___ Stored data
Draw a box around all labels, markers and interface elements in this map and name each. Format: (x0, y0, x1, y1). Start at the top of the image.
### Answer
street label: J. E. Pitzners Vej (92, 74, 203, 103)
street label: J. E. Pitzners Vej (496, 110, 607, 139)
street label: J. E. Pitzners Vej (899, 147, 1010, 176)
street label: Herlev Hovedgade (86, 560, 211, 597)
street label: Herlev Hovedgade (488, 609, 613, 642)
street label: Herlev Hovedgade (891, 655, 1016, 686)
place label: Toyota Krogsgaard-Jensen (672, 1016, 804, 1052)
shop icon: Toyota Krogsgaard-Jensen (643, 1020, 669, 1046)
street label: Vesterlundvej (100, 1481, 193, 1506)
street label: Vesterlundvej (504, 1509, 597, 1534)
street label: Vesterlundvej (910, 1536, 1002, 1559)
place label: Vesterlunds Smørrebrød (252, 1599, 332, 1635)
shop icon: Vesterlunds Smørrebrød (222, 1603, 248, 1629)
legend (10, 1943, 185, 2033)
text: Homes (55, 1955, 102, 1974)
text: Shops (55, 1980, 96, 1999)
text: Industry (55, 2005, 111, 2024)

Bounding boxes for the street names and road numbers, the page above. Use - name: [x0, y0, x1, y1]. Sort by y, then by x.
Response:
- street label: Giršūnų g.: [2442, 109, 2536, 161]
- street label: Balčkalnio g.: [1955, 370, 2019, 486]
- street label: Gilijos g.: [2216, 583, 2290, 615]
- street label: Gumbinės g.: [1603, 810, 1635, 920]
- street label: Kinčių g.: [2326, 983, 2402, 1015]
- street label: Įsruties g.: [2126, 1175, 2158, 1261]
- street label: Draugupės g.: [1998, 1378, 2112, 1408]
______
Your task>
Return every entry above with nothing altered.

Solution to the exercise>
Draw a box around all labels, markers and interface elements in this map and name each. Format: (x0, y0, x1, y1). Start at the top of the image.
### Answer
street label: J. E. Pitzners Vej (92, 74, 203, 103)
street label: J. E. Pitzners Vej (496, 110, 607, 139)
street label: J. E. Pitzners Vej (899, 147, 1010, 176)
street label: Herlev Hovedgade (86, 560, 211, 597)
street label: Herlev Hovedgade (488, 609, 613, 642)
street label: Herlev Hovedgade (891, 655, 1016, 686)
place label: Toyota Krogsgaard-Jensen (672, 1016, 804, 1052)
shop icon: Toyota Krogsgaard-Jensen (643, 1020, 669, 1046)
street label: Vesterlundvej (100, 1481, 193, 1506)
street label: Vesterlundvej (504, 1509, 597, 1534)
street label: Vesterlundvej (910, 1536, 1002, 1559)
place label: Vesterlunds Smørrebrød (252, 1599, 332, 1635)
shop icon: Vesterlunds Smørrebrød (222, 1603, 248, 1629)
legend (10, 1943, 185, 2033)
text: Homes (55, 1955, 102, 1974)
text: Shops (55, 1980, 96, 1999)
text: Industry (55, 2005, 111, 2024)

Bounding boxes for the street names and road numbers, the page above. Use - name: [x0, y0, x1, y1]. Sort by y, then by x.
Response:
- street label: Giršūnų g.: [2442, 109, 2536, 161]
- street label: Balčkalnio g.: [1955, 370, 2019, 486]
- street label: Gilijos g.: [2216, 583, 2290, 615]
- street label: Gumbinės g.: [1603, 810, 1635, 920]
- street label: Kinčių g.: [2326, 983, 2402, 1015]
- street label: Įsruties g.: [2126, 1175, 2158, 1261]
- street label: Draugupės g.: [1998, 1378, 2112, 1408]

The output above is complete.